Task to carry out: Search term "position": copy each line of the records that contains it.

Stored data
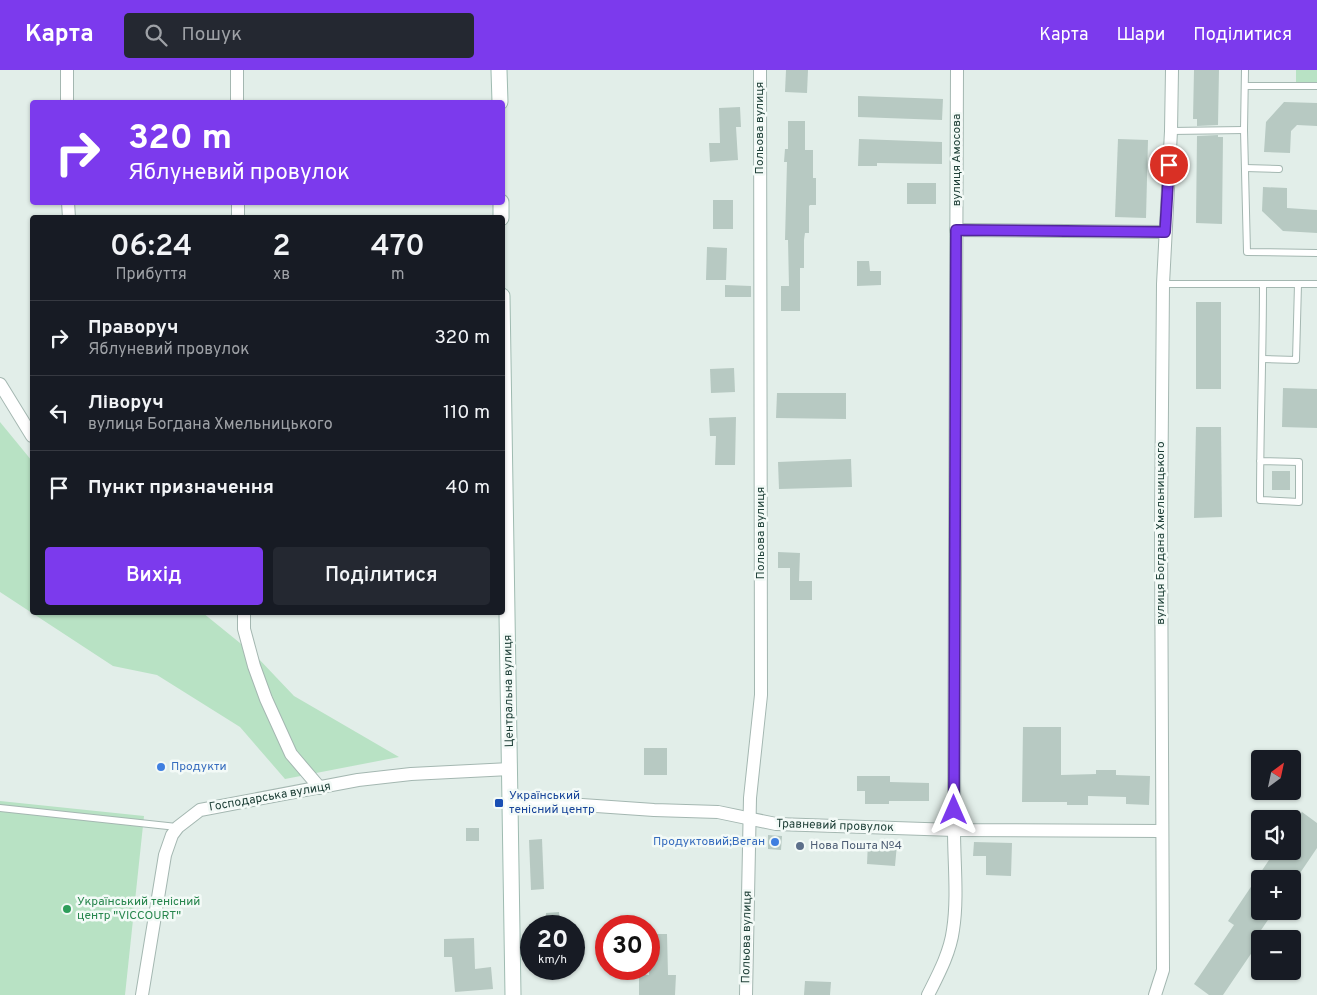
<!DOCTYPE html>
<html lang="uk">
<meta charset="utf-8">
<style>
body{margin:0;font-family:Overpass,sans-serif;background:#242831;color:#f1f3f6;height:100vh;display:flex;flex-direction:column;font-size:19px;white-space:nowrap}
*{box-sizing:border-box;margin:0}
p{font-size:16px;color:#9ea1a6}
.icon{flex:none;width:28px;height:28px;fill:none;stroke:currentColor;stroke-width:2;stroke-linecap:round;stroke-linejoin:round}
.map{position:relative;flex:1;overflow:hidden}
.side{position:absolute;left:30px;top:145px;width:475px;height:400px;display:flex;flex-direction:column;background:#171b24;border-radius:5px;box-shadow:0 1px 4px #0004}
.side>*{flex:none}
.banner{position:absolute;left:30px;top:30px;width:475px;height:105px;border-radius:5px;box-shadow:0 1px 4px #0004;background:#7c3aed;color:#fff;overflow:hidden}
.needle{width:32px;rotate:33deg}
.tools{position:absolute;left:1251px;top:680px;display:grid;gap:10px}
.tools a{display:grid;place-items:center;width:50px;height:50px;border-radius:5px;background:#171b24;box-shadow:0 1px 4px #0004;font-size:25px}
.speed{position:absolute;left:520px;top:845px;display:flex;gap:10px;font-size:25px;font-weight:700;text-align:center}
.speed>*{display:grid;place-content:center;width:65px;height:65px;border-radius:50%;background:#171b24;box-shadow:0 1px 4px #0004;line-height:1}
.speed small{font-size:12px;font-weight:400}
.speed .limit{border:8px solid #d22;background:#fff;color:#111}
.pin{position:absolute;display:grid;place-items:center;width:42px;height:42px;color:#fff;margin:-21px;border:2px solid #fff;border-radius:50%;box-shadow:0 1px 5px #0007}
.me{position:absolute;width:55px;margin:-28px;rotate:0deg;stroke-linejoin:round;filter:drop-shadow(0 0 4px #0008)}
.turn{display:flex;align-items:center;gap:18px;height:105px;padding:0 15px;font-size:22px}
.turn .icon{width:65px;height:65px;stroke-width:2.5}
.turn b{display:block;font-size:35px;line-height:42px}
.eta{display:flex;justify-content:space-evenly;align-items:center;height:85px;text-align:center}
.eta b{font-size:30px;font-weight:600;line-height:35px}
.primary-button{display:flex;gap:10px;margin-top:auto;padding:10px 15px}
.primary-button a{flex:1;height:58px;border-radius:5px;background:#7c3aed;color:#fff;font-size:20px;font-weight:600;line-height:58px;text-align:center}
.primary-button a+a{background:#242831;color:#f1f3f6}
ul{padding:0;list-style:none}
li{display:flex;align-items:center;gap:15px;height:75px;padding:0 15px;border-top:1px solid #363941}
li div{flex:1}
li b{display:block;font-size:19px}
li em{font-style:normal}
header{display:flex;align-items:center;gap:30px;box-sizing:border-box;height:70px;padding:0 25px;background:#7c3aed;color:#fff}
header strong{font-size:24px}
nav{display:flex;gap:28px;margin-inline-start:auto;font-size:18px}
.search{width:350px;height:45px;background:#242831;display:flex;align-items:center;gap:12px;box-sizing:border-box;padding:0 18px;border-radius:5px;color:#9ea1a6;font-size:19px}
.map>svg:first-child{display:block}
.green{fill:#b8e2c4}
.building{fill:#b7c9c2}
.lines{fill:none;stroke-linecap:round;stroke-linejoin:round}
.lane-casing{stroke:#a4b7b1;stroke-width:8}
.street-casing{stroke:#a4b7b1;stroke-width:14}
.secondary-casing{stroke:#9fbbb1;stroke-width:17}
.lane{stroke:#fff;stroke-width:6}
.street{stroke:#fff;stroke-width:12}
.secondary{stroke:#fff;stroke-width:15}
.route-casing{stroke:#51269a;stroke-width:12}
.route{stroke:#7c3aed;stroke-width:9}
.shop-dot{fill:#3f7fe0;stroke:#f3faf7;stroke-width:2}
.transit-dot{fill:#1a4fb4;stroke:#f3faf7;stroke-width:2}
.service-dot{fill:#5c6f8a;stroke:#f3faf7;stroke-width:2}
.leisure-dot{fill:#2e9e5b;stroke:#f3faf7;stroke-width:2}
.labels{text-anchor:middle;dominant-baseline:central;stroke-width:5;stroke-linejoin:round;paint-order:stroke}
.street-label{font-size:12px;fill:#204139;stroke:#f3faf7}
.shop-label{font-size:12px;fill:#366cbe;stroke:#f3faf7;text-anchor:start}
.transit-label{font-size:12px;fill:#164399;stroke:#f3faf7;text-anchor:start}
.service-label{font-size:12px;fill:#4e5e75;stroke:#f3faf7;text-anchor:start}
.leisure-label{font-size:12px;fill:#27864d;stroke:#f3faf7;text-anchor:start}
</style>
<header>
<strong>Карта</strong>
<div class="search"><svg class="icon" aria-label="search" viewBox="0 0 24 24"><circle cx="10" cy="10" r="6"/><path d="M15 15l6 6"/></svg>Пошук</div>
<nav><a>Карта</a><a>Шари</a><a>Поділитися</a></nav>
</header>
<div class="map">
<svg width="1317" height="925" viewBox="0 0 1317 925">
<rect width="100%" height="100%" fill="#e2eee9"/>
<g class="green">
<rect x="1296" y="0" width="21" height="12"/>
<polygon points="0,352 32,391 32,542 203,543 256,586 294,626 399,687 285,709 240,657 157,605 113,596 0,522"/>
<polygon points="0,731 144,746 125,925 0,925"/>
</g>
<g class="building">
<polygon points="786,0 808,0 807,23 785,22"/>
<polygon points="1194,0 1219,0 1218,55 1197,56 1197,49 1193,49"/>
<polygon points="858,26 943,29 942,50 858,47"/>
<polygon points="1284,32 1317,33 1317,56 1297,55 1291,61 1290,83 1264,82 1266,52"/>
<polygon points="740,37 741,57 736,57 738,90 710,92 709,73 720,73 719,38"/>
<polygon points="788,51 805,51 805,80 813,80 813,108 816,108 816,135 810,135 809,136 809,163 805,163 804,170 804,198 800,198 800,241 781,241 781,216 789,216 788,170 785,170 787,92 784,92 785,79 788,79"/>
<polygon points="1218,65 1218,67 1223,67 1222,154 1196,153 1197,66"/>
<polygon points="859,69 942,72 942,94 877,93 877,96 858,96"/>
<polygon points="1118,69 1148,70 1146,148 1115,147"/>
<rect x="907" y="113" width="29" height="21"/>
<polygon points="1263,117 1287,118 1287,138 1317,140 1317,163 1283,161 1262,141"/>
<rect x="713" y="130" width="20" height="29"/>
<polygon points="707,177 727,178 726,210 706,210"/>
<polygon points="857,191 869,191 870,201 881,201 881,215 857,216"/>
<polygon points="725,215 751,216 751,227 725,227"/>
<rect x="1196" y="232" width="25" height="87"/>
<polygon points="734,298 735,322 711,323 710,299"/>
<polygon points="1283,318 1317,319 1317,358 1282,357"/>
<polygon points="777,323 846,323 846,349 776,348"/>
<polygon points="736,347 735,395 715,395 716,366 710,366 709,348"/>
<polygon points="1196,357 1221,357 1222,447 1194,448"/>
<polygon points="851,389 852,417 779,419 778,392"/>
<rect x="1272" y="401" width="18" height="19"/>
<polygon points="778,482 800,483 799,511 812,511 812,530 790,530 790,498 778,498"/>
<polygon points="1023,657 1061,657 1061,705 1096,704 1096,700 1116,700 1116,705 1150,706 1149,735 1126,734 1126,727 1088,726 1088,735 1067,735 1067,732 1022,732"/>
<rect x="644" y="678" width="23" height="27"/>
<polygon points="857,706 890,706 890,712 929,713 929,731 889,731 889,734 865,734 865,721 857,721"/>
<polygon points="1302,742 1317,753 1317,778 1296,809 1260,809 1260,841 1274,841 1255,869 1259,872 1223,925 1209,925 1194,914 1234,855 1228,851 1275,781 1292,781 1292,756"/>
<rect x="466" y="758" width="13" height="13"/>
<polygon points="768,765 782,766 781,780 768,779"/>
<polygon points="542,769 544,819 531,820 529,770"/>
<polygon points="868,772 897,774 895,796 867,794"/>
<polygon points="974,772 1012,773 1011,806 986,805 986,786 973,786"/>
<polygon points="559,842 560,856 547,856 546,843"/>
<polygon points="649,864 667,864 668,905 676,905 675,925 639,925 639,904 649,905"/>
<polygon points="474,868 475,899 491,897 493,919 455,922 452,887 444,887 444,869"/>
<polygon points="805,911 831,912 830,925 804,925"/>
</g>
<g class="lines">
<defs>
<g id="lane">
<polyline points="1245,0 1244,60 1247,182 1317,183"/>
<polyline points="1245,16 1317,16"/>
<polyline points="1171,61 1244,60"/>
<polyline points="1245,98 1279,99"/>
<polyline points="1163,214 1317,214"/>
<polyline points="1263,289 1296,290 1298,214"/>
<path d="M1260,391L1299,392V432L1260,430C1260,358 1263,286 1263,214"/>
<polyline points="0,738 177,757"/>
</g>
<g id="street">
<polyline points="67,0 67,32"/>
<polyline points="237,0 237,32"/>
<polyline points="68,132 69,148"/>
<polyline points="238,132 238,148"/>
<polyline points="956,160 1165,162"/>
<polyline points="0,314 32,366"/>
<polyline points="244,542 244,559 254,596 266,629 291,684 320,718"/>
<polyline points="510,730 654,740 718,742 776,754 954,760 1161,761"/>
<polyline points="142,925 165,785 172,765 178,757 200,740 358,710 411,704 510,699"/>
<polyline points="746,925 750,728 761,625 760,0"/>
<path d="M928,925C938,905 950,883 953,860C958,828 954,793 954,760L957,0"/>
<polyline points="1155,925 1163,900 1161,455 1163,214 1171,61 1172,0"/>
</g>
<g id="secondary">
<polyline points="499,0 500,32"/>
<polyline points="501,132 501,148"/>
<polyline points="502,226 513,925"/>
</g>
</defs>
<use href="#lane" class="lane-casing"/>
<use href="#street" class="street-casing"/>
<use href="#secondary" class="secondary-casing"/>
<use href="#lane" class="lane"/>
<use href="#street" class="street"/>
<use href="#secondary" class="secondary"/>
</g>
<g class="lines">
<defs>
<polyline id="route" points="954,740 956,160 1165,162 1169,95"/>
</defs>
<use href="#route" class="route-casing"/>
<use href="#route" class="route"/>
</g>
<g class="shop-dot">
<circle cx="161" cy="697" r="5"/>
<circle cx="775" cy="772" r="5"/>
</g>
<rect class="transit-dot" x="494" y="728" width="10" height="10" rx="2.5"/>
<circle class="service-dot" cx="800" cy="776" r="5"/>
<circle class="leisure-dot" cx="67" cy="839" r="5"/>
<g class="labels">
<g class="street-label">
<text transform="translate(760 58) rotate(-90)">Польова вулиця</text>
<text transform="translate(957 90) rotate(-90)">вулиця Амосова</text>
<text transform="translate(761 463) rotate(-90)">Польова вулиця</text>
<text transform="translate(1161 463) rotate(-90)">вулиця Богдана Хмельницького</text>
<text transform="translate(509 621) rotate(-91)">Центральна вулиця</text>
<text transform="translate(270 727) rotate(-10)">Господарська вулиця</text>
<text transform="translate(835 756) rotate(2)">Травневий провулок</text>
<text transform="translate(747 867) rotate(-89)">Польова вулиця</text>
</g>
<g class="shop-label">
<text x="171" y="697">Продукти</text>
<text x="765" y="772" text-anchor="end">Продуктовий;Веган</text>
</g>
<g class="transit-label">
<text x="509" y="726">Український<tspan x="509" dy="14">тенісний центр</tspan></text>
</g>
<g class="service-label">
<text x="810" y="776">Нова Пошта №4</text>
</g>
<g class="leisure-label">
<text x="77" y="832">Український тенісний<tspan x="77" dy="14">центр "VICCOURT"</tspan></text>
</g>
</g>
</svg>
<div class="tools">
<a><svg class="needle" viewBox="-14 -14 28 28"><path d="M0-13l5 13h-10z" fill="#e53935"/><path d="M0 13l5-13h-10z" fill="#9ea1a6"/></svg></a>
<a><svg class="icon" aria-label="sound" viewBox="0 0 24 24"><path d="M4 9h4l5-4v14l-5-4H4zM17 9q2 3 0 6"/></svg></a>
<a>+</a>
<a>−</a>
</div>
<div class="speed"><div>20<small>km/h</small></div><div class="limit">30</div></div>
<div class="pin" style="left:1169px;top:95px;background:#d93025"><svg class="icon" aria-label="arrive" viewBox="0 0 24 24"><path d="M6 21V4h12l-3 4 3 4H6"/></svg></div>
<svg class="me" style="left:954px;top:740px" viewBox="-20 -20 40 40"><path d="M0-17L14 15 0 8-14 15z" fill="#7c3aed" stroke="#fff" stroke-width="4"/></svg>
<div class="banner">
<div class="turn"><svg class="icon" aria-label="right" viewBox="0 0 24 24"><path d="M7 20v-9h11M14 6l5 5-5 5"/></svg><div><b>320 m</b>Яблуневий провулок</div></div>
</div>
<section class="side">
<div class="eta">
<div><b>06:24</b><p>Прибуття</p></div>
<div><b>2</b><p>хв</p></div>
<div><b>470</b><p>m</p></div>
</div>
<ul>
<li><svg class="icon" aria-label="right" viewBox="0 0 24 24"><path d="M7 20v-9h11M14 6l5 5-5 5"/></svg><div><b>Праворуч</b><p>Яблуневий провулок</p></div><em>320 m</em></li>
<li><svg class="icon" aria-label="left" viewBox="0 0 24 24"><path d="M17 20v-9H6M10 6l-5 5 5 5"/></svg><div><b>Ліворуч</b><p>вулиця Богдана Хмельницького</p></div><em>110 m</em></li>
<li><svg class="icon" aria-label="arrive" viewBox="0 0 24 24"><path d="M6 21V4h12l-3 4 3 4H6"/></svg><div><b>Пункт призначення</b></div><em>40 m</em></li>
</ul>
<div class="primary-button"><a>Вихід</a><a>Поділитися</a></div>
</section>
</div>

Expected output:
.map{position:relative;flex:1;overflow:hidden}
.side{position:absolute;left:30px;top:145px;width:475px;height:400px;display:flex;flex-direction:column;background:#171b24;border-radius:5px;box-shadow:0 1px 4px #0004}
.banner{position:absolute;left:30px;top:30px;width:475px;height:105px;border-radius:5px;box-shadow:0 1px 4px #0004;background:#7c3aed;color:#fff;overflow:hidden}
.tools{position:absolute;left:1251px;top:680px;display:grid;gap:10px}
.speed{position:absolute;left:520px;top:845px;display:flex;gap:10px;font-size:25px;font-weight:700;text-align:center}
.pin{position:absolute;display:grid;place-items:center;width:42px;height:42px;color:#fff;margin:-21px;border:2px solid #fff;border-radius:50%;box-shadow:0 1px 5px #0007}
.me{position:absolute;width:55px;margin:-28px;rotate:0deg;stroke-linejoin:round;filter:drop-shadow(0 0 4px #0008)}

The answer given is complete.